__Records provided__:
==========

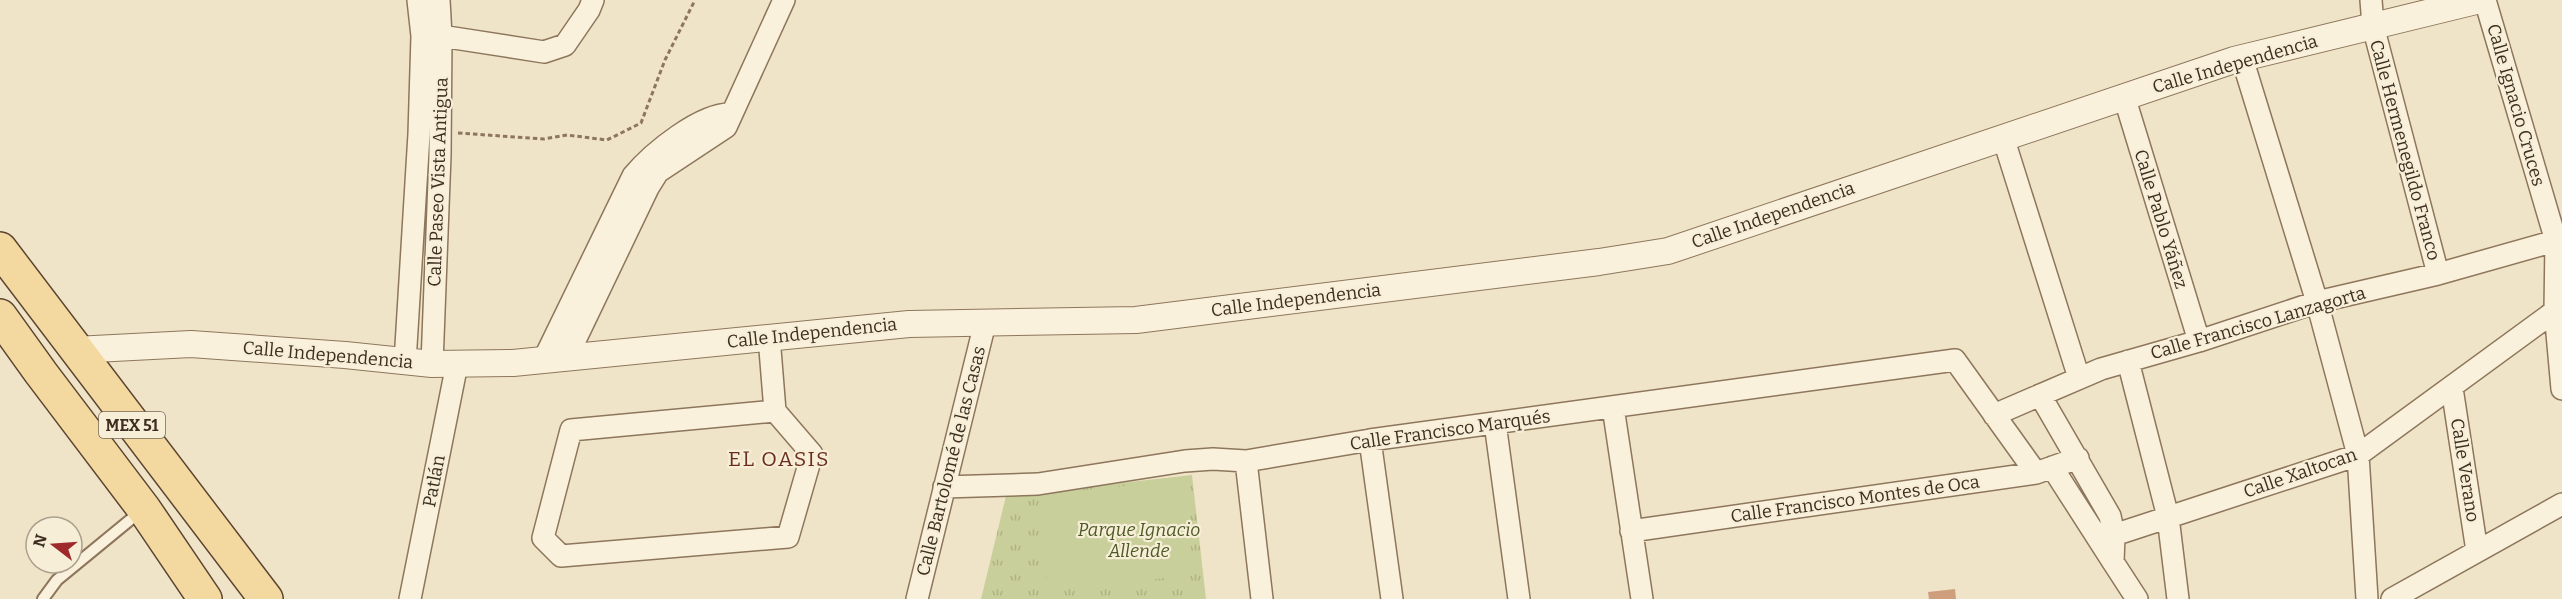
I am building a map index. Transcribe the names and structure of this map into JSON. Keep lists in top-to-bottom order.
{
  "streets": {
    "main road": ["MEX 51"],
    "street": [
      "Calle Independencia",
      "Calle Ignacio Cruces",
      "Calle Hermenegildo Franco",
      "Calle Paseo Vista Antigua",
      "Calle Pablo Yáñez",
      "Calle Francisco Lanzagorta",
      "Calle Francisco Marqués",
      "Calle Bartolomé de las Casas",
      "Calle Verano",
      "Calle Xaltocan",
      "Patlán",
      "Calle Francisco Montes de Oca"
    ]
  },
  "crossings": [
    ["Calle Independencia", "Calle Ignacio Cruces"],
    ["Calle Independencia", "Calle Hermenegildo Franco"],
    ["Calle Independencia", "Calle Paseo Vista Antigua"],
    ["Calle Independencia", "Calle Pablo Yáñez"],
    ["Calle Independencia", "MEX 51"],
    ["Calle Independencia", "Calle Bartolomé de las Casas"],
    ["Calle Independencia", "Patlán"],
    ["Calle Ignacio Cruces", "Calle Francisco Lanzagorta"],
    ["Calle Ignacio Cruces", "Calle Xaltocan"],
    ["Calle Hermenegildo Franco", "Calle Francisco Lanzagorta"],
    ["Calle Pablo Yáñez", "Calle Francisco Lanzagorta"],
    ["Calle Francisco Lanzagorta", "Calle Francisco Marqués"],
    ["Calle Francisco Marqués", "Calle Bartolomé de las Casas"],
    ["Calle Verano", "Calle Xaltocan"]
  ],
  "districts": ["EL OASIS"],
  "parks": ["Parque Ignacio Allende"],
  "north": "left"
}
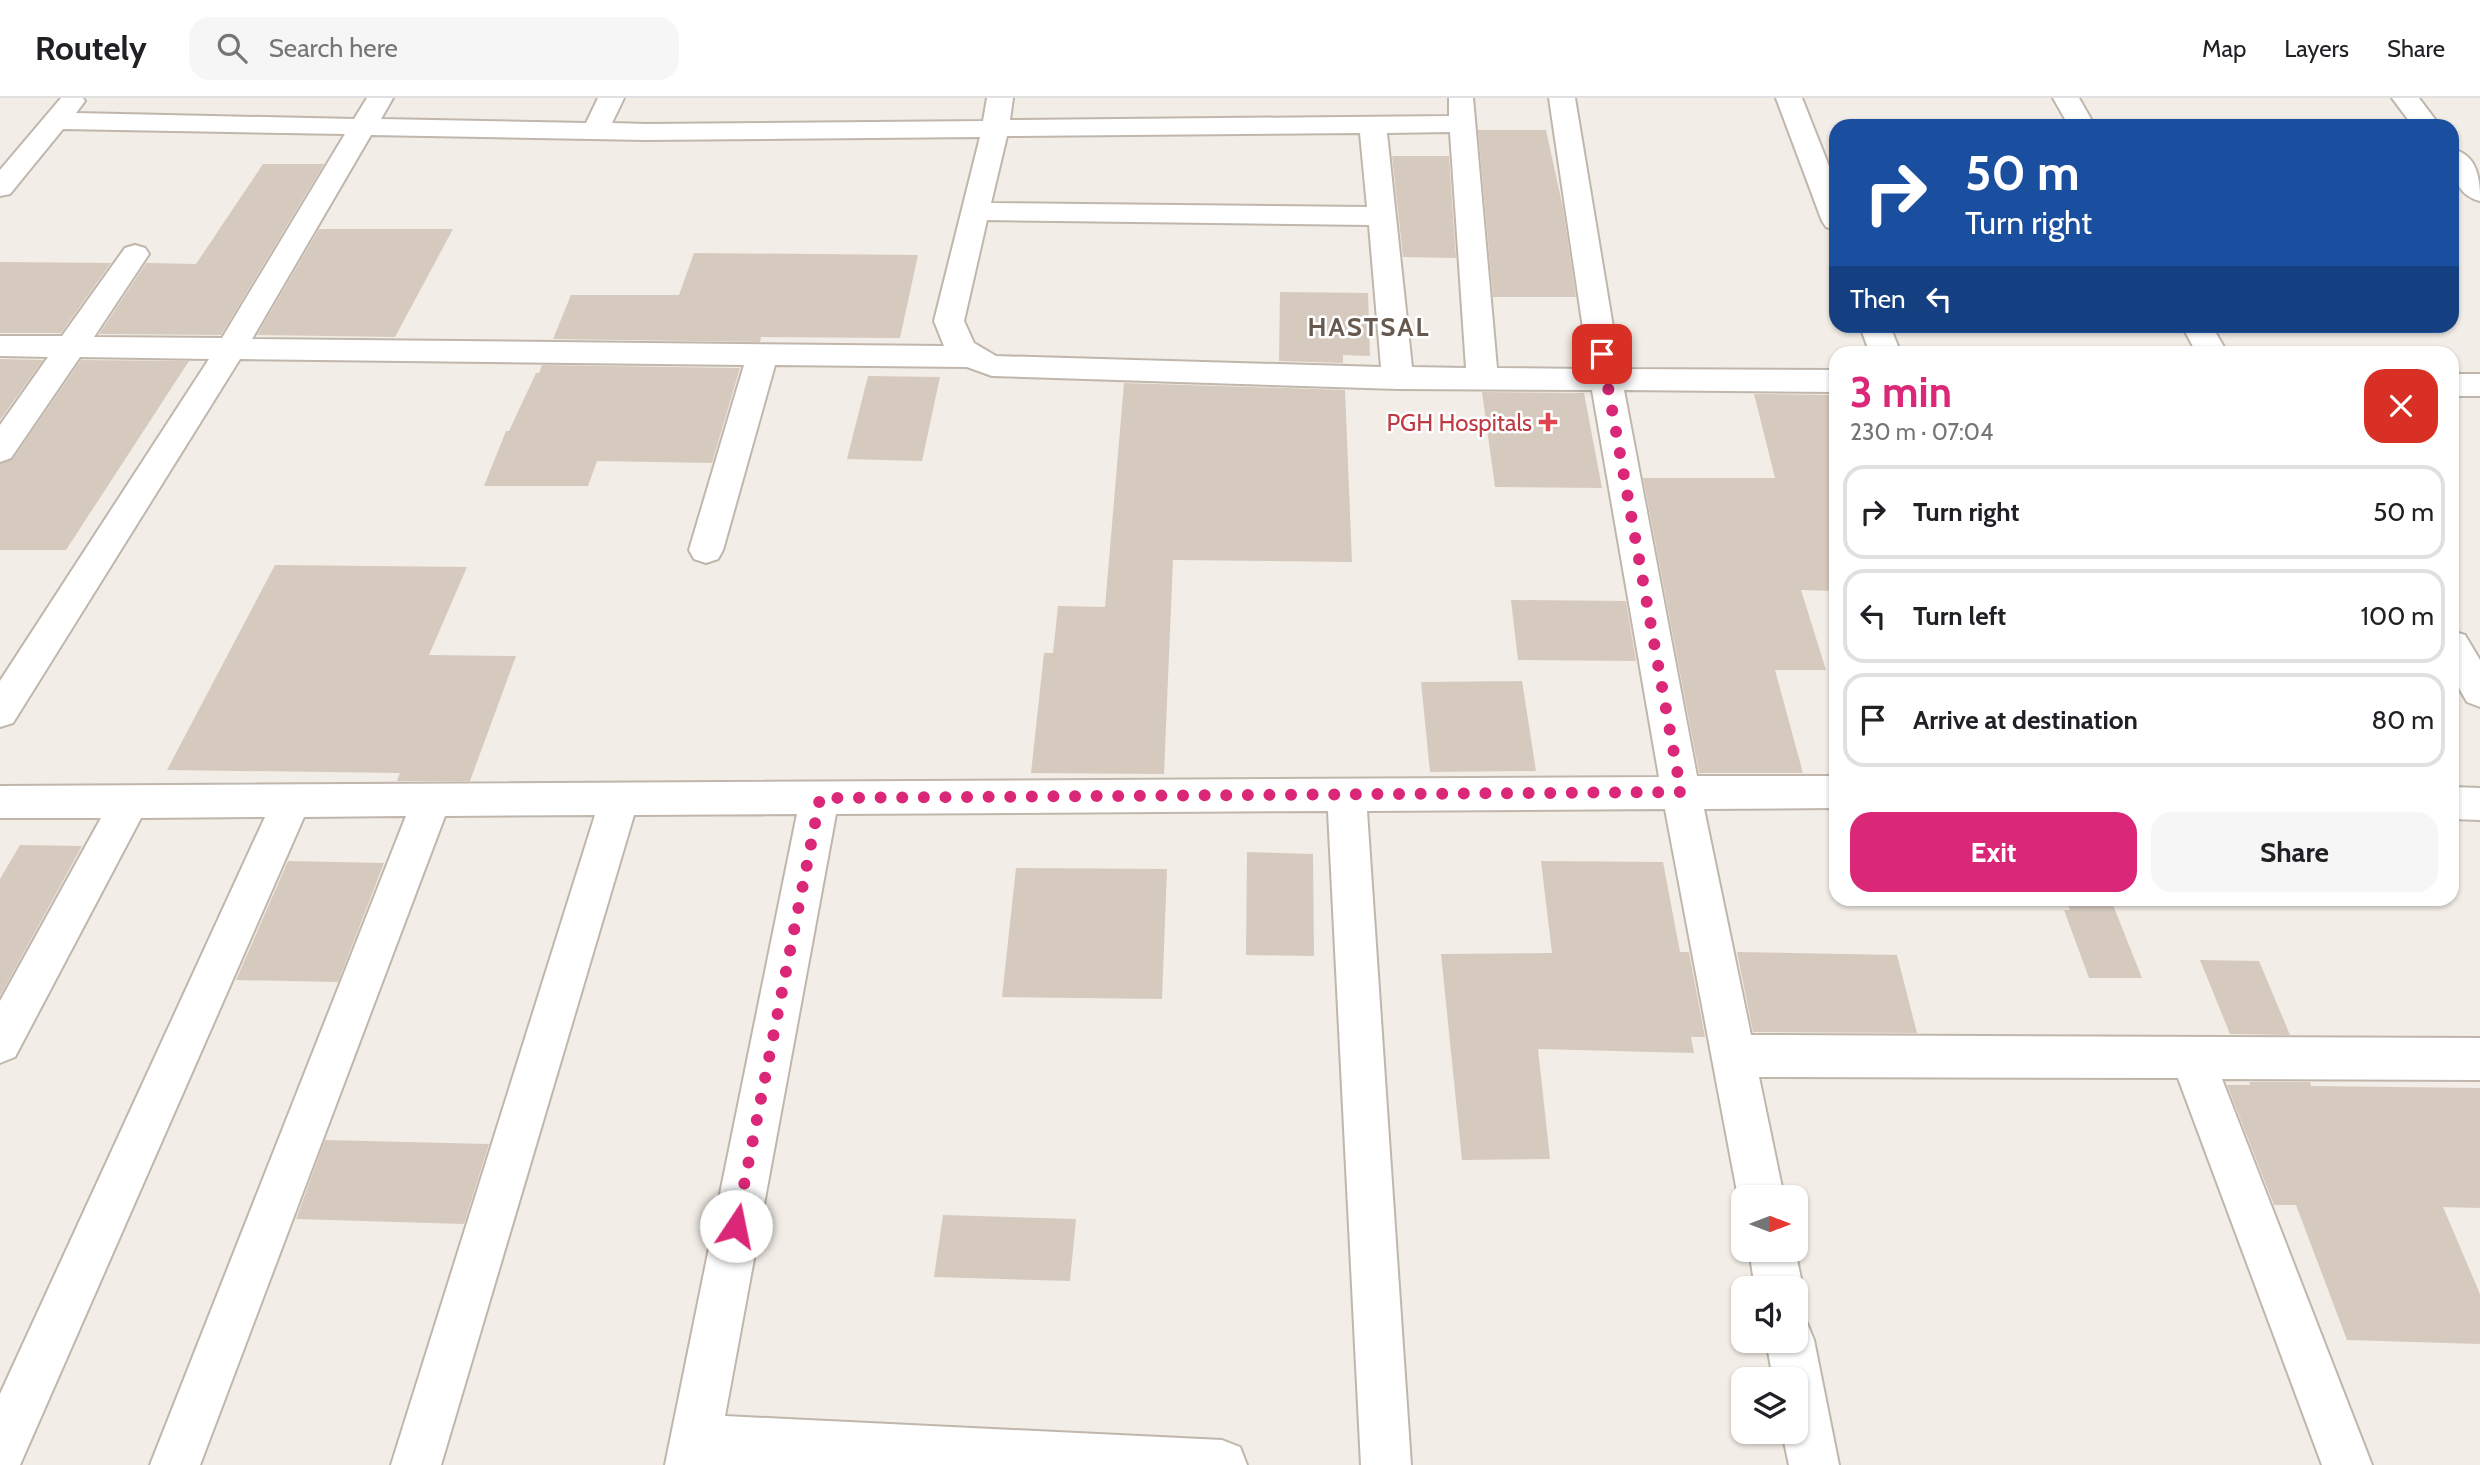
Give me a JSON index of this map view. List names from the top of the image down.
{
  "districts": ["HASTSAL"],
  "places": {
    "health": ["PGH Hospitals"]
  },
  "north": "right",
  "page": {
    "header": "Routely",
    "search": "Search here",
    "nav": ["Map", "Layers", "Share"],
    "turn": ["50 m", "Turn right"],
    "then": "Then",
    "heading": ["3 min", "230 m · 07:04"],
    "list": [
      {
        "name": "Turn right",
        "value": "50 m"
      },
      {
        "name": "Turn left",
        "value": "100 m"
      },
      {
        "name": "Arrive at destination",
        "value": "80 m"
      }
    ],
    "buttons": ["Exit", "Share"]
  }
}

==========

__Problem details__:
All of the material above is to be retyped verbatim, with its pictures omitted.

__Result__:
I am building a map index. Transcribe the names and structure of this map into JSON. Keep lists in top-to-bottom order.
{
  "streets": {
    "main road": ["MEX 51"],
    "street": [
      "Calle Independencia",
      "Calle Ignacio Cruces",
      "Calle Hermenegildo Franco",
      "Calle Paseo Vista Antigua",
      "Calle Pablo Yáñez",
      "Calle Francisco Lanzagorta",
      "Calle Francisco Marqués",
      "Calle Bartolomé de las Casas",
      "Calle Verano",
      "Calle Xaltocan",
      "Patlán",
      "Calle Francisco Montes de Oca"
    ]
  },
  "crossings": [
    ["Calle Independencia", "Calle Ignacio Cruces"],
    ["Calle Independencia", "Calle Hermenegildo Franco"],
    ["Calle Independencia", "Calle Paseo Vista Antigua"],
    ["Calle Independencia", "Calle Pablo Yáñez"],
    ["Calle Independencia", "MEX 51"],
    ["Calle Independencia", "Calle Bartolomé de las Casas"],
    ["Calle Independencia", "Patlán"],
    ["Calle Ignacio Cruces", "Calle Francisco Lanzagorta"],
    ["Calle Ignacio Cruces", "Calle Xaltocan"],
    ["Calle Hermenegildo Franco", "Calle Francisco Lanzagorta"],
    ["Calle Pablo Yáñez", "Calle Francisco Lanzagorta"],
    ["Calle Francisco Lanzagorta", "Calle Francisco Marqués"],
    ["Calle Francisco Marqués", "Calle Bartolomé de las Casas"],
    ["Calle Verano", "Calle Xaltocan"]
  ],
  "districts": ["EL OASIS"],
  "parks": ["Parque Ignacio Allende"],
  "north": "left"
}
Give me a JSON index of this map view. List names from the top of the image down.
{
  "districts": ["HASTSAL"],
  "places": {
    "health": ["PGH Hospitals"]
  },
  "north": "right",
  "page": {
    "header": "Routely",
    "search": "Search here",
    "nav": ["Map", "Layers", "Share"],
    "turn": ["50 m", "Turn right"],
    "then": "Then",
    "heading": ["3 min", "230 m · 07:04"],
    "list": [
      {
        "name": "Turn right",
        "value": "50 m"
      },
      {
        "name": "Turn left",
        "value": "100 m"
      },
      {
        "name": "Arrive at destination",
        "value": "80 m"
      }
    ],
    "buttons": ["Exit", "Share"]
  }
}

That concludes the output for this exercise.